(Records from a collection)
•••

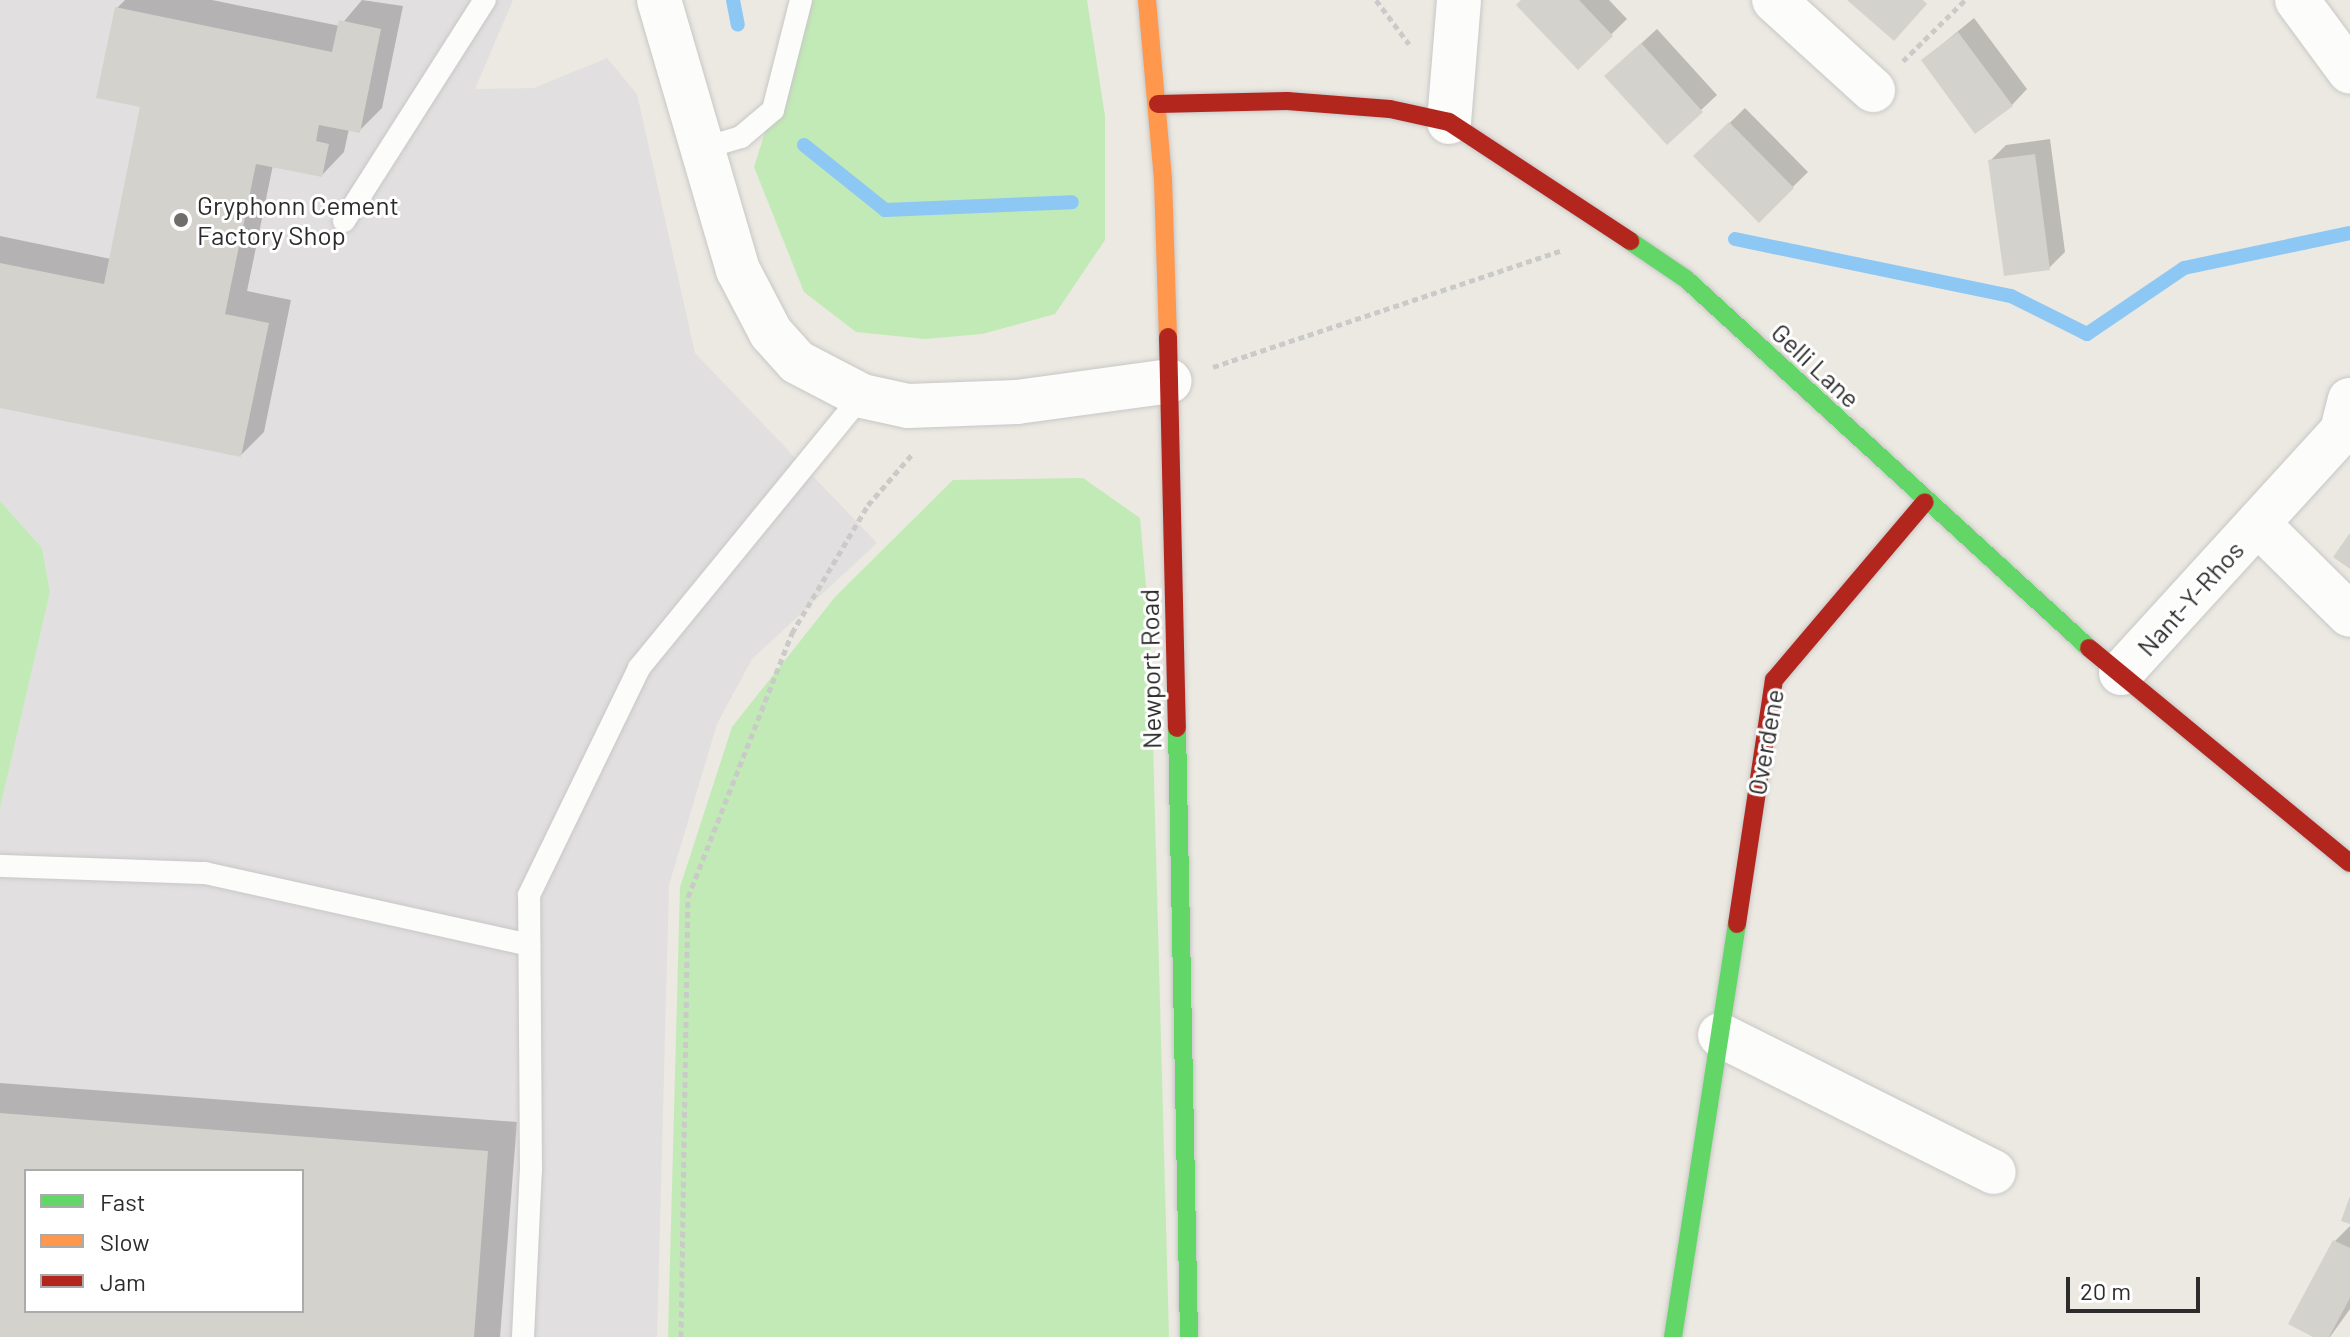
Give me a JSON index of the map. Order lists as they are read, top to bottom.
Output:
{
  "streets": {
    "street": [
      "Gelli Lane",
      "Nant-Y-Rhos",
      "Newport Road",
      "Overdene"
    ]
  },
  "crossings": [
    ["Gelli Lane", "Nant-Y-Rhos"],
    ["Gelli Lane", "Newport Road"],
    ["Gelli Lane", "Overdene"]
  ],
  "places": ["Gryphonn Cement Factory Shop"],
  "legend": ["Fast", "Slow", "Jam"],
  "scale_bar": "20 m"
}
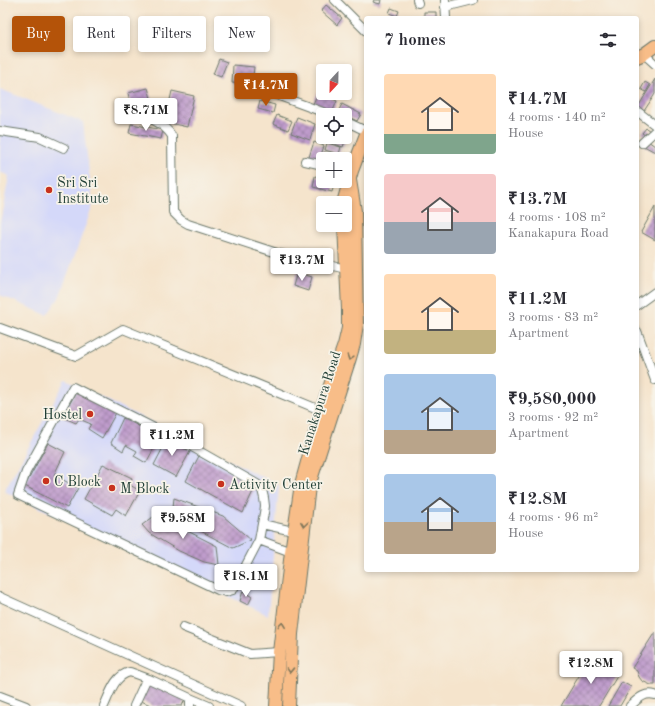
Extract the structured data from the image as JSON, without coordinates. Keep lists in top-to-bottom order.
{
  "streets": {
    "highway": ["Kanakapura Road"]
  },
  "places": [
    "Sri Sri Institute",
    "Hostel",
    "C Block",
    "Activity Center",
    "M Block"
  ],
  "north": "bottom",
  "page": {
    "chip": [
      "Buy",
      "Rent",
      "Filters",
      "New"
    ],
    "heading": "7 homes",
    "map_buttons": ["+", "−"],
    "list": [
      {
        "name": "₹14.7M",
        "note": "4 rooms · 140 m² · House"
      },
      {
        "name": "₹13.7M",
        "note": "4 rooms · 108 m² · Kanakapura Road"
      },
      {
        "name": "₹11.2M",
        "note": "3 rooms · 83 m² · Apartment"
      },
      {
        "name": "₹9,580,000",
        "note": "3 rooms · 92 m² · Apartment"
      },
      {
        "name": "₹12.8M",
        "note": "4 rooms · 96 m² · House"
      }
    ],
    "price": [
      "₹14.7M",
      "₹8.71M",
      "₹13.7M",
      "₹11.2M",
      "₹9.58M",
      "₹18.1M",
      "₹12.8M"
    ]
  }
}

•••

PROBLEM TO WORK ON – The data must be repeated exactly. Any pictures in it are to be left out.

FINISHED TASK –
Give me a JSON index of the map. Order lists as they are read, top to bottom.
Output:
{
  "streets": {
    "street": [
      "Gelli Lane",
      "Nant-Y-Rhos",
      "Newport Road",
      "Overdene"
    ]
  },
  "crossings": [
    ["Gelli Lane", "Nant-Y-Rhos"],
    ["Gelli Lane", "Newport Road"],
    ["Gelli Lane", "Overdene"]
  ],
  "places": ["Gryphonn Cement Factory Shop"],
  "legend": ["Fast", "Slow", "Jam"],
  "scale_bar": "20 m"
}
Extract the structured data from the image as JSON, without coordinates. Keep lists in top-to-bottom order.
{
  "streets": {
    "highway": ["Kanakapura Road"]
  },
  "places": [
    "Sri Sri Institute",
    "Hostel",
    "C Block",
    "Activity Center",
    "M Block"
  ],
  "north": "bottom",
  "page": {
    "chip": [
      "Buy",
      "Rent",
      "Filters",
      "New"
    ],
    "heading": "7 homes",
    "map_buttons": ["+", "−"],
    "list": [
      {
        "name": "₹14.7M",
        "note": "4 rooms · 140 m² · House"
      },
      {
        "name": "₹13.7M",
        "note": "4 rooms · 108 m² · Kanakapura Road"
      },
      {
        "name": "₹11.2M",
        "note": "3 rooms · 83 m² · Apartment"
      },
      {
        "name": "₹9,580,000",
        "note": "3 rooms · 92 m² · Apartment"
      },
      {
        "name": "₹12.8M",
        "note": "4 rooms · 96 m² · House"
      }
    ],
    "price": [
      "₹14.7M",
      "₹8.71M",
      "₹13.7M",
      "₹11.2M",
      "₹9.58M",
      "₹18.1M",
      "₹12.8M"
    ]
  }
}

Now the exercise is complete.